Secure your public PCs against unauthorized access to court data

Securing PCs and networks is a complex and continually-evolving field. There are specialists who focus solely on such issues. The following advice is not guaranteed to be complete, current or accurate at all times. Instead, it is intended as a checklist you can use to ensure that local IT staff have addressed the major issues as they secure your systems.

Unless the court provides only green screen programs run on a dumb terminal, access to the court’s data will be via a PC. This runs the risk of unauthorized access to the court’s data via malware such as a virus or a “keystroke sniffer”. Therefore, such PCs should be “locked down” to make sure that nobody installs such malware. This is the same problem faced by public libraries.

Securing Public Access Computers In a Library Setting, by Andrew Sipper (available here) is a good whitepaper detailing some of the necessary steps:

    1. Restrict the right to install programs, using Group Policy Objects (GPOs).

      1. Note: Don’t use a “Home” version of Windows, since it won’t support GPOs.

    2. Make sure nobody can boot the PC from another device (thumb drive, etc.). This is done by configuring and locking down the BIOS.

    3. In case someone still manages to install malware, it would be best if the AS400 user ID and password were not given out.

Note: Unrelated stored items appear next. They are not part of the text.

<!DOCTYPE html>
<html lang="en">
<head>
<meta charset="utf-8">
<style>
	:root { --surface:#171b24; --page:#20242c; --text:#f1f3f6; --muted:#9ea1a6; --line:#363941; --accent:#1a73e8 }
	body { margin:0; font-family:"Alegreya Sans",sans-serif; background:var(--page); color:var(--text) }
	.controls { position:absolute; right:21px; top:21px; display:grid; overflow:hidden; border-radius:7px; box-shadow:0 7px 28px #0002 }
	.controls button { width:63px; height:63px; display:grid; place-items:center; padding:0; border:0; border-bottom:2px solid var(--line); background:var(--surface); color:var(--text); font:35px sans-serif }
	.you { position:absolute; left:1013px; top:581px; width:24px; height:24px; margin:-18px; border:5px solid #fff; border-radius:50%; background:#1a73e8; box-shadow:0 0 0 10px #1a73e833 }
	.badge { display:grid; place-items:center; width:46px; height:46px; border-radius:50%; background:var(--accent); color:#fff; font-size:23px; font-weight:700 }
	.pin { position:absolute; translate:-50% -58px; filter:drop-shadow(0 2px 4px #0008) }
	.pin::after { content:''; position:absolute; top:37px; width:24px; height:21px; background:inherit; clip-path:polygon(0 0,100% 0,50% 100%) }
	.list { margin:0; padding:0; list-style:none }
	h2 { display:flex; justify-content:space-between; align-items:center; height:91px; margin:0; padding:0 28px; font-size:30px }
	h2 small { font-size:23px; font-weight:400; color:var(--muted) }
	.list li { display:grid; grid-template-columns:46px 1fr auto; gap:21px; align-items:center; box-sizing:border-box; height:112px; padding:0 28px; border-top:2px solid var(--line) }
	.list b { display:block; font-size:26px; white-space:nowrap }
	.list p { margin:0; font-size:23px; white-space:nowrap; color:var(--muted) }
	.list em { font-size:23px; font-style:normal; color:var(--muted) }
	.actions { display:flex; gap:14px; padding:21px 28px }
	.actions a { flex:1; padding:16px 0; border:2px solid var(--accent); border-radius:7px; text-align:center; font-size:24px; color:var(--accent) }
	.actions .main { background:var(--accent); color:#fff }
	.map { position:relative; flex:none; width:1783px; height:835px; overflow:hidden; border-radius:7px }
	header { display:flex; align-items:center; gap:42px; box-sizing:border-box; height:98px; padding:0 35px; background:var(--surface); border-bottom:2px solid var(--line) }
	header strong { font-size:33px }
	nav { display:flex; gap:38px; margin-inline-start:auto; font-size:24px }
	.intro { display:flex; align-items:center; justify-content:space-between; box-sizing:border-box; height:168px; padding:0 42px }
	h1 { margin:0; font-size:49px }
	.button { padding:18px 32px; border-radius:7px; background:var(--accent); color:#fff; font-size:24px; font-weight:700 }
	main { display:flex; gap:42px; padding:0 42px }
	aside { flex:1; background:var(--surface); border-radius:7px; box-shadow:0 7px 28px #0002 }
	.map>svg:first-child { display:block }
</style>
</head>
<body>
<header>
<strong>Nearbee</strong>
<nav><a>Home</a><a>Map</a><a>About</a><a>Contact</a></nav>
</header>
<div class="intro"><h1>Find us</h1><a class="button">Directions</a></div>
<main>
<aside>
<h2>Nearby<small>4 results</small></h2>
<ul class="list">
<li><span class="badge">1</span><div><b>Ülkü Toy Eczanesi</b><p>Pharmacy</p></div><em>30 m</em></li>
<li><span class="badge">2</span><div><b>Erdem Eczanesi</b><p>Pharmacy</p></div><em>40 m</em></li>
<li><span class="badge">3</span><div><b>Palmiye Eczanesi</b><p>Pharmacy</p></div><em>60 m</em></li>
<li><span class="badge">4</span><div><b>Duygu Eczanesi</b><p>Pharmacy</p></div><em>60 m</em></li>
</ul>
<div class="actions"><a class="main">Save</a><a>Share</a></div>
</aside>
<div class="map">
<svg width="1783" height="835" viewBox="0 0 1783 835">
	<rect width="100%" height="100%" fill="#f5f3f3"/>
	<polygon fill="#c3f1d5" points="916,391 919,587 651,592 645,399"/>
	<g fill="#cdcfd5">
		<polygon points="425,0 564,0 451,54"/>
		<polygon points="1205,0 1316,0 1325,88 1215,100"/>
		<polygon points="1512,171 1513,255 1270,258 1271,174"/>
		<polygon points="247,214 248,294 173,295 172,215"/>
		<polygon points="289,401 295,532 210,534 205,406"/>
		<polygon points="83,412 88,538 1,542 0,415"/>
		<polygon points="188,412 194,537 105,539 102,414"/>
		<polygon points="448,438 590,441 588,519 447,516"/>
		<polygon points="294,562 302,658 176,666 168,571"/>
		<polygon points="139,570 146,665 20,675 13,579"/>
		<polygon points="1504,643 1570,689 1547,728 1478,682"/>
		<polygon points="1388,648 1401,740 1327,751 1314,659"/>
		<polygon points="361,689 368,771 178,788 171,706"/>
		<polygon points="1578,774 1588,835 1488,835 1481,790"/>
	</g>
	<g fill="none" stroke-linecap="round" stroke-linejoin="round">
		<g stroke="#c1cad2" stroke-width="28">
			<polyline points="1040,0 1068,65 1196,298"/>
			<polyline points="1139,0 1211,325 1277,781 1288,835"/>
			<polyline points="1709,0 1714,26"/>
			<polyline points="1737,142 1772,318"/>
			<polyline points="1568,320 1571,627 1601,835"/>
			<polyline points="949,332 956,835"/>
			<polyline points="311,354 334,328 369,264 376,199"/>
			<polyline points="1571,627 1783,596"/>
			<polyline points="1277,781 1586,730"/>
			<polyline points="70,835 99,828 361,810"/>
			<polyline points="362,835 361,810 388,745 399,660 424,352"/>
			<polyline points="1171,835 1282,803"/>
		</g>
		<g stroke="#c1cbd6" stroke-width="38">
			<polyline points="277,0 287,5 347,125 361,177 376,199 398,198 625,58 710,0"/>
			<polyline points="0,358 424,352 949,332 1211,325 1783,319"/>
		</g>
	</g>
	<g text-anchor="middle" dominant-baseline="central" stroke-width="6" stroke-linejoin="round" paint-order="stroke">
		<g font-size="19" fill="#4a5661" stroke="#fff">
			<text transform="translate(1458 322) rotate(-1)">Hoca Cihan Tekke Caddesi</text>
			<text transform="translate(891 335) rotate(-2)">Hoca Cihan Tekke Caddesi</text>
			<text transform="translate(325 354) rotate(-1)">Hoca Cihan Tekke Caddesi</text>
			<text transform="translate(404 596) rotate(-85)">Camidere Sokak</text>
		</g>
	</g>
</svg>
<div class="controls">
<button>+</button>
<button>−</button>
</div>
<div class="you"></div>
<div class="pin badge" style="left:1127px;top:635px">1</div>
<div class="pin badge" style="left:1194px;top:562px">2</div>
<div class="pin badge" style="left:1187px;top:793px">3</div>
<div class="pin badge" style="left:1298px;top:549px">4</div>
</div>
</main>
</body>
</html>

      1. If you have given this out in the past, at least change the passwords

    1. Maintain good physical security- keep the PC where you can see it if possible, and lock the cover of the PC.

Read the above-referenced whitepaper for details on these issues.

Ideally, the PC would be set up with nothing more than a browser that can only access judici.com. This will prevent people from tying up the PC with tasks like getting their e-mail (which might very well contain viruses). This can be done in the PC’s operating system and/or its browser, as well as in your network. Contact local IT staff for guidance on doing this with your specific systems and network.

If you must use PC JIMS or a green screen for access, make sure to limit the capabilities of the associated iSeries400 user ID by configuring it to the public access, State’s Attorney or sheriff's menu. Contact GAL if you have questions on how to do this.